In an interview following the rally, Parson said, “I think we did the right thing. Everybody wants to blame somebody for the virus and there is nobody to blame. It’s a virus. We all have to be able to deal with it.”

In addition to Galloway’s event in Rolla, she also was scheduled to stop in the Bootheel town of Malden, and in Cape Girardeau, for “meet and greet” events on Tuesday.

Galloway stumps for votes in Wentzville

Democratic State Auditor Nicole Galloway visits United Auto Workers Local 2250 in Wentzville during a campaign swing through the St. Louis area on Saturday, Oct. 24, 2020. Galloway is challenging Republican Gov. Mike Parson as Parson seeks his first elected term in that office. (Robert Cohen, rcohen@post-dispatch.com)

Galloway’s schedule showed her making three stops in the St. Louis region on Wednesday: She was set to attend the 6:30 a.m. shift change at the Anheuser-Busch brewery with Teamsters, a meeting with the Rev. Starsky Wilson at noon in University City, and a 5:30 p.m. meet-and-greet at the United Food and Commercial Workers Local 655 union hall, at 300 Weidman Road in Manchester.

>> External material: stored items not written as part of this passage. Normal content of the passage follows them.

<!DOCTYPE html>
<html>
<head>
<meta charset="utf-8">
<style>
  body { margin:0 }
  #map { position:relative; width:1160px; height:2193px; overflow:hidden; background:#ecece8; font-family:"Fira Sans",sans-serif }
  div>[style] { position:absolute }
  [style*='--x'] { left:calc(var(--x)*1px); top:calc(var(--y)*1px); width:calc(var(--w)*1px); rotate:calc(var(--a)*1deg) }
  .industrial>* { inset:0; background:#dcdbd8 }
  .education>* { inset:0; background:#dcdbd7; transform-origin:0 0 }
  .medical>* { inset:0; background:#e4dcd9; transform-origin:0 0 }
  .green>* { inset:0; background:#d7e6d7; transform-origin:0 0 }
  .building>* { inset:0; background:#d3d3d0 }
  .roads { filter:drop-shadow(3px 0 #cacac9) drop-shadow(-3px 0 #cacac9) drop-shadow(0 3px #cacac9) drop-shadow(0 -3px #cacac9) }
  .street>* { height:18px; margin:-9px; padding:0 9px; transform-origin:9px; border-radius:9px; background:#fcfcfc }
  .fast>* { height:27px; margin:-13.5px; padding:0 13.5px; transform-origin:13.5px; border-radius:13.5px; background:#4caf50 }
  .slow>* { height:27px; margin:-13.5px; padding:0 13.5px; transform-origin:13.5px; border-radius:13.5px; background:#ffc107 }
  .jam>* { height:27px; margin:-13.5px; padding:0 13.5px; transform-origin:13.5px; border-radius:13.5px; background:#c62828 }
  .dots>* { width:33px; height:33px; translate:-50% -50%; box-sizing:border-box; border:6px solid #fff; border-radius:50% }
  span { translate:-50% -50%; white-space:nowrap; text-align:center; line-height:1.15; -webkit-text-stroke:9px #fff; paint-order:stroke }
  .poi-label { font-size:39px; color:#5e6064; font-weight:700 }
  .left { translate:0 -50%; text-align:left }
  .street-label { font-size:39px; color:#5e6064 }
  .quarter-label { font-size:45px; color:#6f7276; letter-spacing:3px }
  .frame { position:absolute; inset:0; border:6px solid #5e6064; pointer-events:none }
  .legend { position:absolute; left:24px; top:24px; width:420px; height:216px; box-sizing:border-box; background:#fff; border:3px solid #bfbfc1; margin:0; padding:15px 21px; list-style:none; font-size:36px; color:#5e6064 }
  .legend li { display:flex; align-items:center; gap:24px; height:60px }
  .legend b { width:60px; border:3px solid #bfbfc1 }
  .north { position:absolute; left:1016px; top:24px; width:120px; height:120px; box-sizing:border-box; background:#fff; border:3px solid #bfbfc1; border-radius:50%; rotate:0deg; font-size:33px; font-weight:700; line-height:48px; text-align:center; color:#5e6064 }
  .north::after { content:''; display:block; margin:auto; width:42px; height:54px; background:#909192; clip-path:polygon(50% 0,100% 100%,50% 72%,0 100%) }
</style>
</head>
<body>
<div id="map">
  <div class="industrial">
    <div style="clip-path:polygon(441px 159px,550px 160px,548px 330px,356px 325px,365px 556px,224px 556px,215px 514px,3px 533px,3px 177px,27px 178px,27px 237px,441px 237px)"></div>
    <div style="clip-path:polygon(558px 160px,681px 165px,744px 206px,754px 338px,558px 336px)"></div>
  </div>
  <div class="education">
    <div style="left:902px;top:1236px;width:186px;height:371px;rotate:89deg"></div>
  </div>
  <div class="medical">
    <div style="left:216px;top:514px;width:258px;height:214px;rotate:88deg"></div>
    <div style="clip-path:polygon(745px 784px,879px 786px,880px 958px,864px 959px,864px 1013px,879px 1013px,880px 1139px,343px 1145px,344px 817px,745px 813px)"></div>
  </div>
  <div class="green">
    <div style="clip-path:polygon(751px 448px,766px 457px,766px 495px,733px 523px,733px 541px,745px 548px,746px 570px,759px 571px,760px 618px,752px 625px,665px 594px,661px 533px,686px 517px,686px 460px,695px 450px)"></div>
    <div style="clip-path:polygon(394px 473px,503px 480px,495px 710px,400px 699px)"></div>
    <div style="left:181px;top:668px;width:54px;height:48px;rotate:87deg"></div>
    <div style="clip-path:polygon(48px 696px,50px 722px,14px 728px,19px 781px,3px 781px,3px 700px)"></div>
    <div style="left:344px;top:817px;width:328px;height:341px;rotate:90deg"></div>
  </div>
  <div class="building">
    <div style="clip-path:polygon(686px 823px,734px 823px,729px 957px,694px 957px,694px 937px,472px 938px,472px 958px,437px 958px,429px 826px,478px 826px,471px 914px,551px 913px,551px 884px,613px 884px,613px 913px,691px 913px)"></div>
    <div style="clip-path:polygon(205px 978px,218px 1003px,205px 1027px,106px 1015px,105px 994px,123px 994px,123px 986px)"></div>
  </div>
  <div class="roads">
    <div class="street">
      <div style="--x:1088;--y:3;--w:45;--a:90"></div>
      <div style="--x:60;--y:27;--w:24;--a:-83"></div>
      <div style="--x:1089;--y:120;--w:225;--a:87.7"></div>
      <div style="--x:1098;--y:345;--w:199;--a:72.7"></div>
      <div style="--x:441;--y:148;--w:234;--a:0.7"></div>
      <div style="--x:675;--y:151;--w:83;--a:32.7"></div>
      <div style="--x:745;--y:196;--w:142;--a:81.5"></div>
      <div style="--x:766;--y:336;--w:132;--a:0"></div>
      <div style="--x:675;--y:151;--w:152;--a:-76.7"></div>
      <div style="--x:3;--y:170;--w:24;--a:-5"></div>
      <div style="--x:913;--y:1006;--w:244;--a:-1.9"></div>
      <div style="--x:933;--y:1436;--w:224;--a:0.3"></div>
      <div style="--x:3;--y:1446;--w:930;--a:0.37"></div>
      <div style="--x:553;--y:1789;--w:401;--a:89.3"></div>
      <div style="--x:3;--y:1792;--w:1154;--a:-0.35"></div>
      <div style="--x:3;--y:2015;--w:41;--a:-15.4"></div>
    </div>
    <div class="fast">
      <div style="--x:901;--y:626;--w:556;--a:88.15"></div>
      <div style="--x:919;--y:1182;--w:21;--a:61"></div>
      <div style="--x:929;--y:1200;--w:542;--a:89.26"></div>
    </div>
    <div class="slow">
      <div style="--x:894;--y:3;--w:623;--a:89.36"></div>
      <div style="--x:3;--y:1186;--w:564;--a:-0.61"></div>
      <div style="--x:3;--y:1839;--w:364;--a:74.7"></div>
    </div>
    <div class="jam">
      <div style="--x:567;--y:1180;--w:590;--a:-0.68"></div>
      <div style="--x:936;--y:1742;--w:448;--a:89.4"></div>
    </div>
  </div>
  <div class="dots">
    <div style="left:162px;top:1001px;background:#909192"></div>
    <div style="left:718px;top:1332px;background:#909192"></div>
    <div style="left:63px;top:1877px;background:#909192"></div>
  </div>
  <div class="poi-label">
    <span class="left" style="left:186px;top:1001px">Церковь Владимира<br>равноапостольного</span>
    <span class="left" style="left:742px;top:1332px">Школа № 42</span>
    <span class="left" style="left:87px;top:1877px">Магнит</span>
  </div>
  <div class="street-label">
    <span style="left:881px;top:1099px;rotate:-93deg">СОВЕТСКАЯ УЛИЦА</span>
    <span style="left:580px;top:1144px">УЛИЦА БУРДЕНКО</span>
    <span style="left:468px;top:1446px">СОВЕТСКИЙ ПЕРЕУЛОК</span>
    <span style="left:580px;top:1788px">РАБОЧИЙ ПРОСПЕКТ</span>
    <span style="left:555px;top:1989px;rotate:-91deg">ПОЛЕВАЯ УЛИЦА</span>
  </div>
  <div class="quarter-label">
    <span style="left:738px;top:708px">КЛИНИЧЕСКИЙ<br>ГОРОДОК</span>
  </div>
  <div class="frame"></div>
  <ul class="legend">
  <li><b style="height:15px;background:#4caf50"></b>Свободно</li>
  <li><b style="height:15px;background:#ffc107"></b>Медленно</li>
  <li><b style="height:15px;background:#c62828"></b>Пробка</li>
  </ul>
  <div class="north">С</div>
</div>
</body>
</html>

Besides hammering Parson on the pandemic, in her speeches, Galloway has vowed to veto a “right-to-work” bill should the Legislature send one to her desk.

Two-thirds of voters rejected such a law in an August 2018 referendum. The law, opposed by labor unions, forbids requiring union membership as a condition of employment.

“Government should not limit your ability to create your own success story for you and your family,” she told about 50 supporters on Saturday outside the United Auto Workers Local 2250 union hall in Wentzville. “If the Legislature ever sends me a right-to-work bill as governor, I’m vetoing that thing.”

After the speech, she said in an interview that as people were voting “no” on right-to-work in 2018, “Parson’s administration was trying to figure out how to implement right-to-work county by county.

“Right to work means something to the people here,” Galloway said. “They want to go home in the same condition they went to work in. They want good benefits and good wages. They know that right to work puts that in peril.”